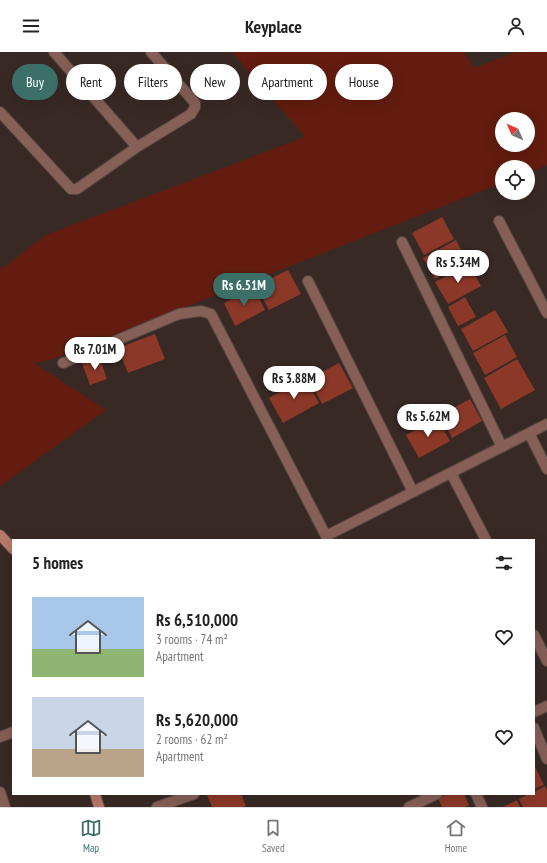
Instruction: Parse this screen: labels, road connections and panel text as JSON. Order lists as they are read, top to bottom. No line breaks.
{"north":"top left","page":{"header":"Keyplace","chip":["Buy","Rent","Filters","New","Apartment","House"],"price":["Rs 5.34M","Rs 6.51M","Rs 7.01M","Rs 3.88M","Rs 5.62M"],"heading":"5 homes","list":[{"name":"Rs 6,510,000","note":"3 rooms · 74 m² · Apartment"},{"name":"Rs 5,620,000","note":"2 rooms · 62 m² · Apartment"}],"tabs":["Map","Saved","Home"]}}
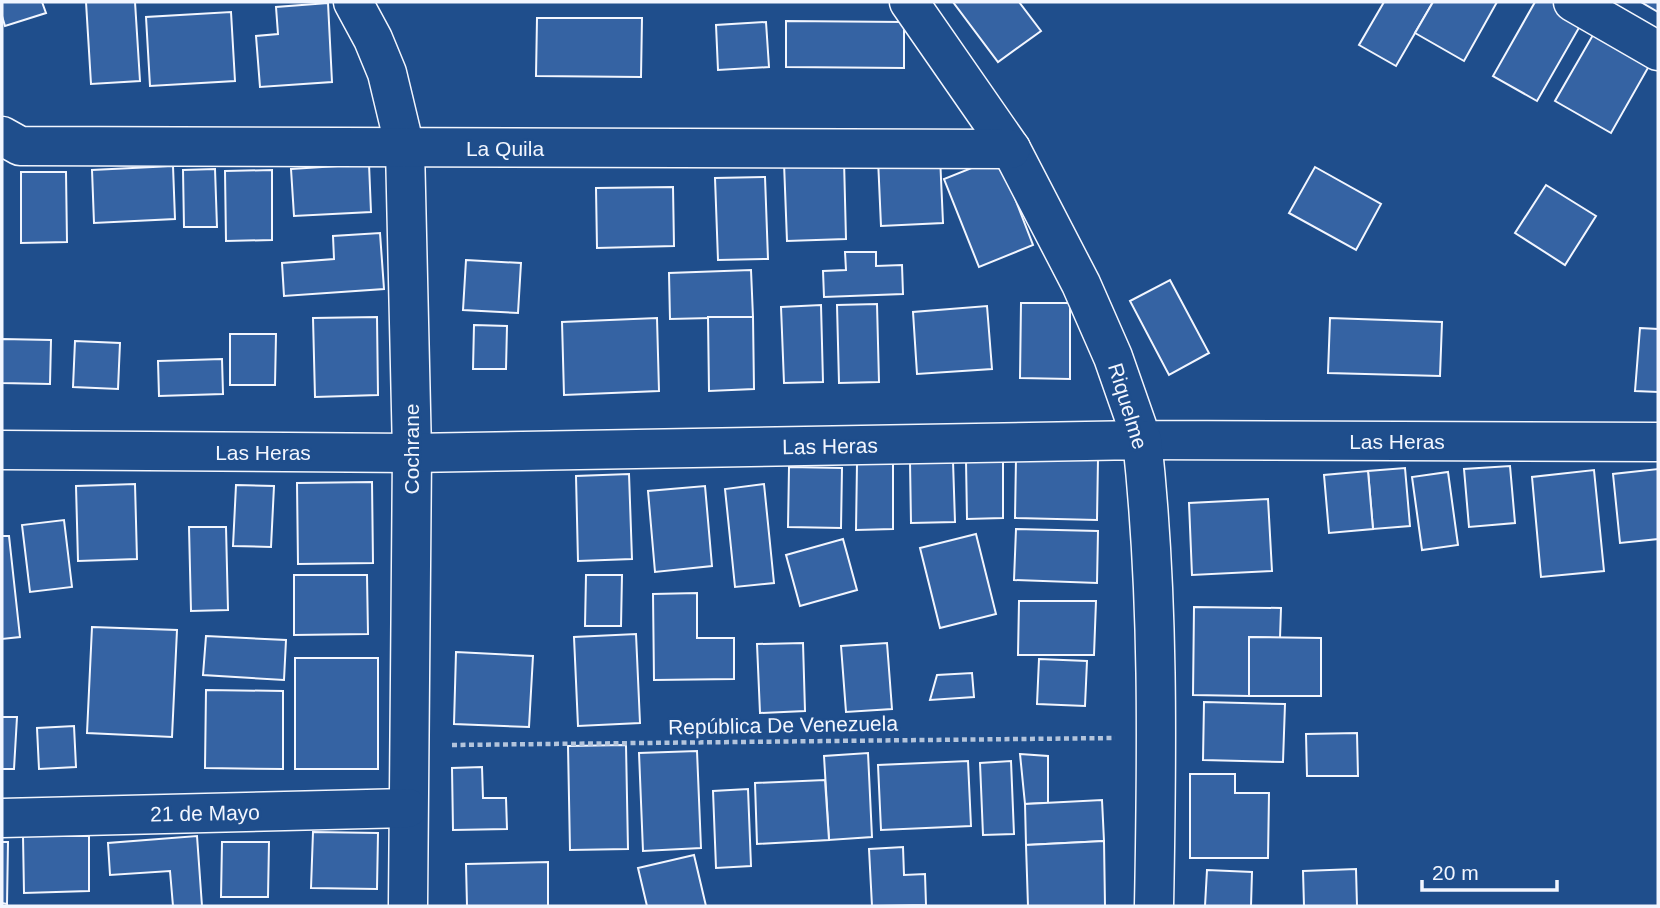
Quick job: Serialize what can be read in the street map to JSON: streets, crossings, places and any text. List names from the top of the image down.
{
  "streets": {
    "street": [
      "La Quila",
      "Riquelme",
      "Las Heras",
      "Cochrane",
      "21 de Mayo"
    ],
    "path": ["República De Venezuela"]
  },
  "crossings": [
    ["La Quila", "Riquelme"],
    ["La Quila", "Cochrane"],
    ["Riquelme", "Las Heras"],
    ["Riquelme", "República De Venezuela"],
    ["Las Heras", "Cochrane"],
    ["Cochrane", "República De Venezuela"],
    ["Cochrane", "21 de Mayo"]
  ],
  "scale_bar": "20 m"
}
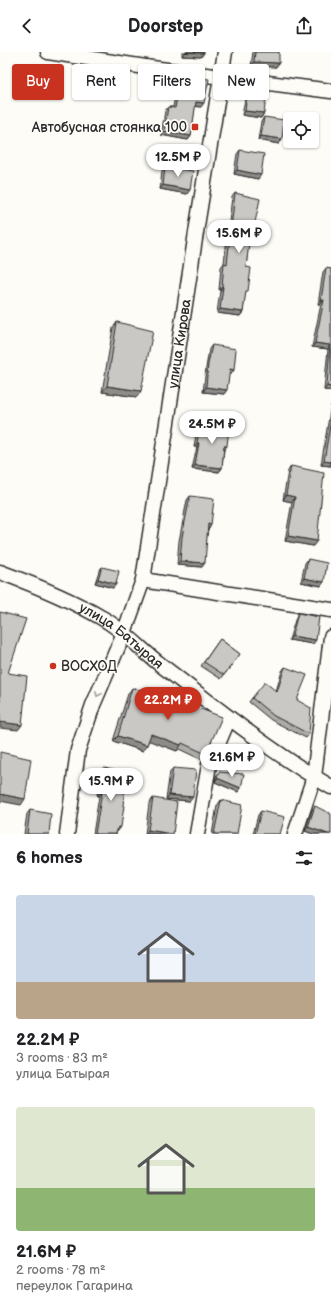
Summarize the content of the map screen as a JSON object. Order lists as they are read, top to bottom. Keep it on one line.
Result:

━━━━━━━━━━━━━━━━━━━━━━━━━━━━━━

▶ [Task statement]
Exclude all images, then retype the records above without alteration.

▶ [Solved exercise]
Instruction: Parse this screen: labels, road connections and panel text as JSON. Order lists as they are read, top to bottom. No line breaks.
{"north":"top left","page":{"header":"Keyplace","chip":["Buy","Rent","Filters","New","Apartment","House"],"price":["Rs 5.34M","Rs 6.51M","Rs 7.01M","Rs 3.88M","Rs 5.62M"],"heading":"5 homes","list":[{"name":"Rs 6,510,000","note":"3 rooms · 74 m² · Apartment"},{"name":"Rs 5,620,000","note":"2 rooms · 62 m² · Apartment"}],"tabs":["Map","Saved","Home"]}}
Quick job: Serialize what can be read in the street map to JSON: streets, crossings, places and any text. List names from the top of the image down.
{
  "streets": {
    "street": [
      "La Quila",
      "Riquelme",
      "Las Heras",
      "Cochrane",
      "21 de Mayo"
    ],
    "path": ["República De Venezuela"]
  },
  "crossings": [
    ["La Quila", "Riquelme"],
    ["La Quila", "Cochrane"],
    ["Riquelme", "Las Heras"],
    ["Riquelme", "República De Venezuela"],
    ["Las Heras", "Cochrane"],
    ["Cochrane", "República De Venezuela"],
    ["Cochrane", "21 de Mayo"]
  ],
  "scale_bar": "20 m"
}
Summarize the content of the map screen as a JSON object. Order lists as they are read, top to bottom. Keep it on one line.
Result:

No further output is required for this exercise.